Today was the day I had planned for my first moment. I was looking forward to a quiet evening in the apartment and actually spent a few minutes fantasizing about which pair of fuzzy slippers I could wear for the event. When I got home, however, I found that the apartment was much more abuzz than I had expected. There were roommate-lease-renewal discussions to be had; my tortellini took much longer to cook than I had the patience for; my neighbor's frenetic progressive jazz band had chosen this night for rehearsal, and I discovered many wrinkled blouses in need of ironing in my drawer.
As I folded up my ironing board, I listened to my roommate's animated voices as they each finished phone calls in the hall or kitchen. This definitely wasn't the cool-cotton, soft-pajamas evening I had planned. And then my roommate cried into her phone, "Yay! Come over!" and explained that our concert pianist friend and neighbor was going to come over and practice on our piano. "If that's all right," she added, and we agreed.

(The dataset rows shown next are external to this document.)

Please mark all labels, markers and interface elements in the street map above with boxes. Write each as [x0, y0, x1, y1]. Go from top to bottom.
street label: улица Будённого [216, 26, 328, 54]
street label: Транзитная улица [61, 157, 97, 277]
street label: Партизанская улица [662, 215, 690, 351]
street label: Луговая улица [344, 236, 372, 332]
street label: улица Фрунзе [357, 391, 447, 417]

What I ended up with tonight was a chance to try out the idea that peace doesn't come from fuzzy slippers, or from pants without a tight waistband, or from the complete absence of honking or bachata or jazz music bleeding through windows and walls. I grabbed my pillow, my journal, and my guide to the Exercises, and I sat next to my roommate on the couch. I chuckled at the introduction that instructed me to "select an environment that will provide you some quiet and privacy," and dove in, while the joyful sounds of Débussy and Chopin fell around us.
WHAT I LEARNED TODAY:
"Our longings and desires, though often expressed in very ordinary ways, are signals to us for our deep desire for God." I'd heard a few times, from Ignatian spirituality, that our desires give us clues about our vocation or the ways we can best use our gifts. But reading this statement reoriented that attitude. Our desires aren't just clues to our happiness, which God surely wants for us; but rather our desires indicate the paths that will bring us to know God more deeply - and through knowing God more deeply, know joy deeply, too.
"Seek the Lord while he may be found." Of all the quotations and passages for reflections in this week's reading, I kept coming back to this one. It made me remember yesterday's experience of finding God in the Torah and the moments of joy that, with luck and grace, await.

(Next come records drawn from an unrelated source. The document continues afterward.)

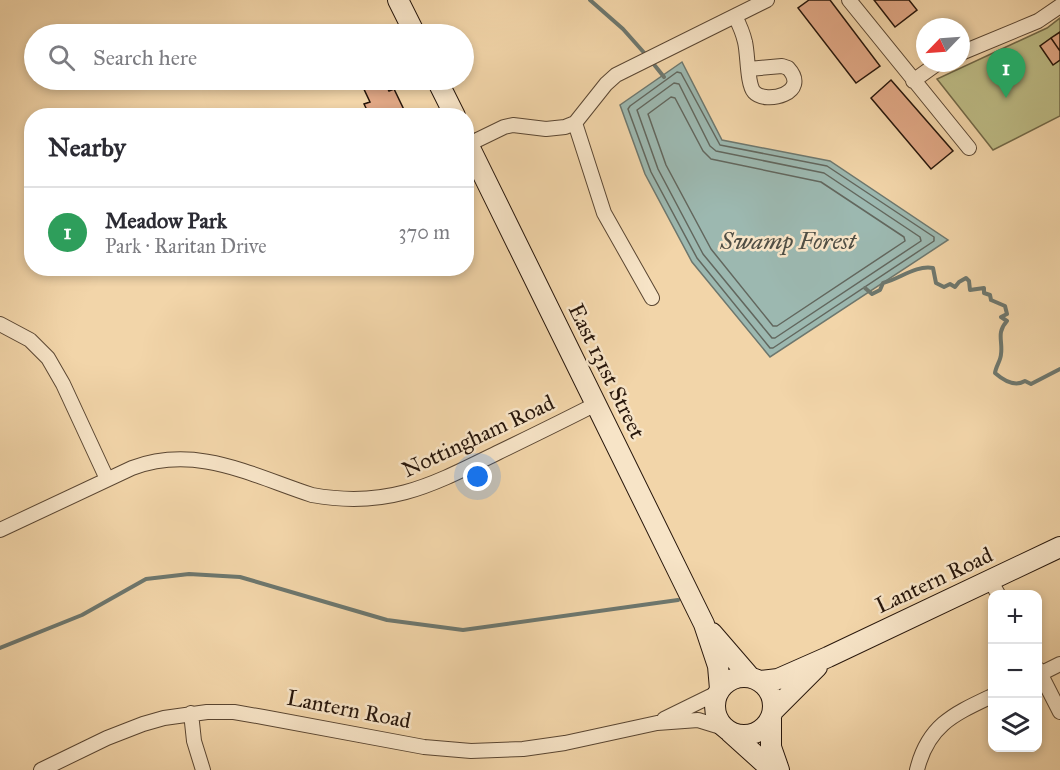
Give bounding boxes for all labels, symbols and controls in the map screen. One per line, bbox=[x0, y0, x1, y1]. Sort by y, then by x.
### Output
north arrow bbox=[916, 18, 970, 72]
search box bbox=[24, 24, 474, 90]
icon: search bbox=[45, 41, 78, 74]
text: Search here bbox=[93, 44, 197, 71]
pin: 1 bbox=[986, 48, 1026, 98]
text: Nearby bbox=[48, 131, 126, 163]
text: Meadow Park bbox=[105, 207, 227, 234]
text: 1 bbox=[64, 220, 71, 244]
text: 370 m bbox=[399, 220, 450, 244]
water label: Swamp Forest bbox=[719, 226, 857, 256]
text: Park · Raritan Drive bbox=[105, 234, 266, 258]
street label: East 131st Street bbox=[563, 299, 651, 443]
street label: Nottingham Road bbox=[398, 389, 558, 483]
your location bbox=[463, 462, 492, 491]
street label: Lantern Road bbox=[871, 541, 997, 619]
map controls bbox=[988, 590, 1042, 752]
button: + bbox=[988, 590, 1042, 644]
button: − bbox=[988, 644, 1042, 698]
street label: Lantern Road bbox=[285, 684, 413, 734]
button: layers bbox=[988, 698, 1042, 752]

HOW I LEFT MY COMFORT ZONE:
I carried my journal and a prayer book into a room that was currently occupied by two other people.
I was actually scared to commit myself to 20 minutes of prayer, without using a to-do list or a noisy environment as an excuse to skip it for the night. And I'm a bit intimidated by the commitment to do this over the next 32 weeks!
Quotations from Carol Ann Smith, SHCJ and Eugene F. Mertz, SJ, Moment by Moment: A Retreat in Everyday Life, Notre Dame, IN: Ave Maria Press, 2000.